Голос призрака становился тише, глаза слипались, боль постепенно затихала, а мысли ворочались вяло и с неохотой.
— Не сдавайся, Ники! Борись!
Больше... не... могу...
Прости.
Рука Амалии была на удивление теплой. Она, порывисто сжав меня в объятьях, потянула за собой на цветочный луг. Луг полный васильков. Ее любимых цветов.
* * *
Ирен
— А как вы познакомились с Ником? — задала я Милене, что шла впереди, держа потухший факел, и прокладывала нам путь в сугробах.

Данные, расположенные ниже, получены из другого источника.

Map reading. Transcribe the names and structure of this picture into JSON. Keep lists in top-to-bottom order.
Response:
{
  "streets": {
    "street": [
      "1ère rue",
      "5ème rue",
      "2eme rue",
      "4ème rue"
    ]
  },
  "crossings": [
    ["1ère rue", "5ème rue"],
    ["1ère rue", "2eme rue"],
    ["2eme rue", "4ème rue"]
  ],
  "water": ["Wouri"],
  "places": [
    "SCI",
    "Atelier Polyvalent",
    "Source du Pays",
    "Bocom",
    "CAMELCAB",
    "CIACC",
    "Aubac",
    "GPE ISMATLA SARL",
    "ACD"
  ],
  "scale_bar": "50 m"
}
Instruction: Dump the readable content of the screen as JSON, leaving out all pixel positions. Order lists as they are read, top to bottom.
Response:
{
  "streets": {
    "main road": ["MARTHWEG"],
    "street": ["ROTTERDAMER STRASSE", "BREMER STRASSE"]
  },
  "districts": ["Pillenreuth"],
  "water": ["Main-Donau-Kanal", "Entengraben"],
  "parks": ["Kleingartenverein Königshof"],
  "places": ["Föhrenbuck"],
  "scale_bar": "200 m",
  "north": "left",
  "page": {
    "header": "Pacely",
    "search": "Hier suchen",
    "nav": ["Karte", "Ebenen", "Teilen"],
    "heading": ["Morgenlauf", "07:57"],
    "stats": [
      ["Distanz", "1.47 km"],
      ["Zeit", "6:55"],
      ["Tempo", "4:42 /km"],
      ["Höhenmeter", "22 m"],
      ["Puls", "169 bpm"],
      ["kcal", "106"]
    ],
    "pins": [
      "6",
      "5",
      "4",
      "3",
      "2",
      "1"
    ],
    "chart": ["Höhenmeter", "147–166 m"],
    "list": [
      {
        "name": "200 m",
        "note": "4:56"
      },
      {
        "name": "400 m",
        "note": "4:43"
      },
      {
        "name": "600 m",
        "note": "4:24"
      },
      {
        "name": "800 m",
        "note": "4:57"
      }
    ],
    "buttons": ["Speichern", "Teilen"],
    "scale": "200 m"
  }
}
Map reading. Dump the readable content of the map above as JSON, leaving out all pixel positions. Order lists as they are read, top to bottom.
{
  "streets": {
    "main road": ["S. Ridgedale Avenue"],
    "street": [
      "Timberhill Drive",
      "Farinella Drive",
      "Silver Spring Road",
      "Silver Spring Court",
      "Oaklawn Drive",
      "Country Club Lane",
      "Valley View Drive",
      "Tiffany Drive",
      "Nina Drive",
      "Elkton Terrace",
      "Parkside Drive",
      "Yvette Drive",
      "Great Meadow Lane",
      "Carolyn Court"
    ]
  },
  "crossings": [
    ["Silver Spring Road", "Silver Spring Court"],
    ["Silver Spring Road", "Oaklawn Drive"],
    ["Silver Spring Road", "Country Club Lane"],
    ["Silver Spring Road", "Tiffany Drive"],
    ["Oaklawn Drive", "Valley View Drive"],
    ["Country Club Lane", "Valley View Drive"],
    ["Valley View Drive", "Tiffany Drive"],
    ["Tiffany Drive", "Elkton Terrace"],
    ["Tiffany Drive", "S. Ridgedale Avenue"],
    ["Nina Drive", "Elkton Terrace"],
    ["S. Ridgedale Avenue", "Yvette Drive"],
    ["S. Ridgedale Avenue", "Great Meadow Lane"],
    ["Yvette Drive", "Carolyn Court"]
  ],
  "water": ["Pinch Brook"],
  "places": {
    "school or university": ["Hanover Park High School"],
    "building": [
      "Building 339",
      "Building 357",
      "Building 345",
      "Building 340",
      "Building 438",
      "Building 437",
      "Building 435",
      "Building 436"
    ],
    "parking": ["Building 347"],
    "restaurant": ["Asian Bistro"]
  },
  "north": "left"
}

Домовая остановилась, и вяло отмахнулась:
— Да как, как... Случай был один. Спас он меня. И все.
— Спас? — удивилась я, сжимая под шубой Ларсика. Идти было неимоверно скучно и без простого разговора мои мысли постоянно возвращались в покинутый замок. Я волновалась за Ника, душу гнело какое-то плохое предчувствие... А за беседой всегда забывались тяжелые думы.
Как и говорил Никериал, спустившись, я нашла возле решетчатой двери Милену, которая держала в руках зимнюю одежду. Из потайного хода вышли мы не скоро, примерно через час, выход которого оказался на дне оврага. Не знаю, откуда в домовой было столько сил, но она с легкостью открыла дверь, придавленную снаружи снегом, который мне был по пояс. Словом, в этом самом снегу я искупалась вдоволь и теперь, упарившись, вовсю раскраснелась и устала. Но отдохнуть мне даже не дали, а заставили идти. Слава Великой, что дорогу в этих сугробах, как таран, прокладывала Милена.
Чтобы я еще гуляла в зимнем лесу? Нестерпимо хотелось в карету. Как же я порой скучаю по элементарным удобствам...
Мы все шли и шли вперед. Даже Ларсик проснулся и высунул свой любопытный нос из шубы, но тут же засунул обратно и, пригревшись, вновь уснул. А мое настроение с каждой минутой становилось все хуже и хуже... Может, не стоило уходить и оставлять Ники одного? Не совершила ли я роковую ошибку?